Снял и повесил на гвоздь пальто. Вынул из саквояжа белоснежный, туго накрахмаленный халат, накинул его на спинку стула, придвинув тот к топившейся печке, вымыл руки и долго грел их над плитой.
Поглядывая на маму из-под седых бровей, ворчливо произнёс:
— Мамаши, как наседки, бросаются к ребёнку с порога и кудахчут. От матери к больному малышу должна идти волна тепла. Обычного тепла, не только душевного. Хорошо прогрейтесь, подходите с улыбкой — это тоже лекарство.
Мама вспомнила, как Федосья Купранова выгнала из нашей комнаты рыдающую Уляшу: «Геть видселя! Не вмерла же! Геть из хаты, не реви тута!»

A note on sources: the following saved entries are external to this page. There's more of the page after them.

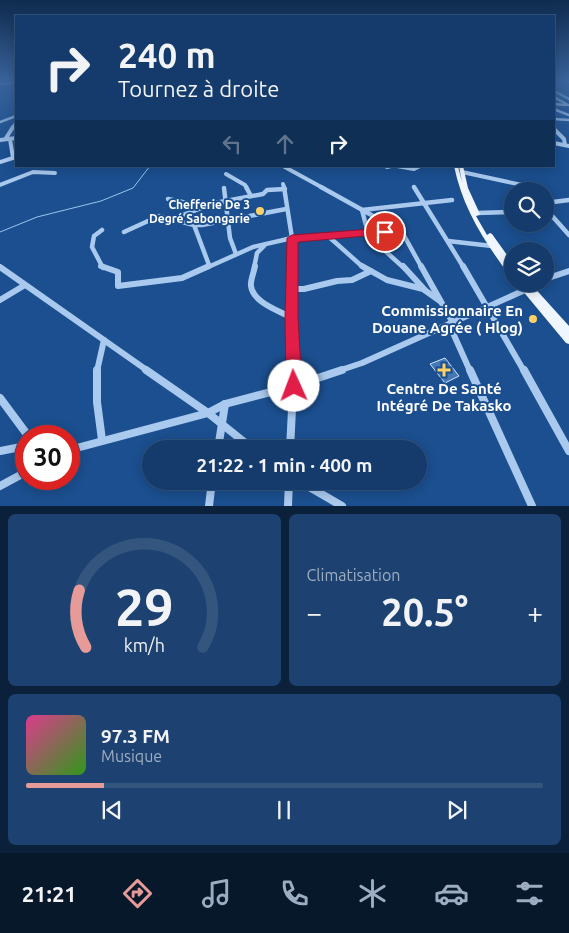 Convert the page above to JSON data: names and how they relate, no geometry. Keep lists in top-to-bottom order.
{
  "places": {
    "other": ["Chefferie De 3 Degré Sabongarie", "Commissionnaire En Douane Agrée ( Hlog)"],
    "health": ["Centre De Santé Intégré De Takasko"]
  },
  "page": {
    "turn": ["240 m", "Tournez à droite"],
    "limit": "30",
    "trip": "21:22 · 1 min · 400 m",
    "tile": "Climatisation",
    "heat": ["−", "20.5°", "+"],
    "song": ["97.3 FM", "Musique"],
    "tabs": "21:21",
    "gauge": ["29", "km/h"]
  }
}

Надев нагретый халат, доктор подошёл к кровати.
— Ну, как тут наша больная?
Откинул одеяло, сел рядом, говоря что-то тихое, ласковое. Нежно поглаживая моё тельце, он проворковал:
— А теперь глазки откроем.
И глаза открылись на несколько секунд.
— Вот и славно. Сейчас язычок посмотрим.
Пальцы обхватили нижнюю челюсть. Врач напрягся. Быстро ощупал челюсть, ещё раз пробежался по левой стороне. Лицо его свирепело по мере того, как он ощупывал нос, лоб. Подняв рубашонку, он ловко перевернул меня на живот, одновременно снимая её. Очень красивые руки с пальцами пианиста бережно обследовали голову, прошлись по просвечивающим рёбрышкам, погладили спинку.
— Это что? — бешеным шёпотом спросил врач, кивая на проступившие на коже белые полосы. — Я вас спрашиваю, мадам любящая мамаша: как это называется?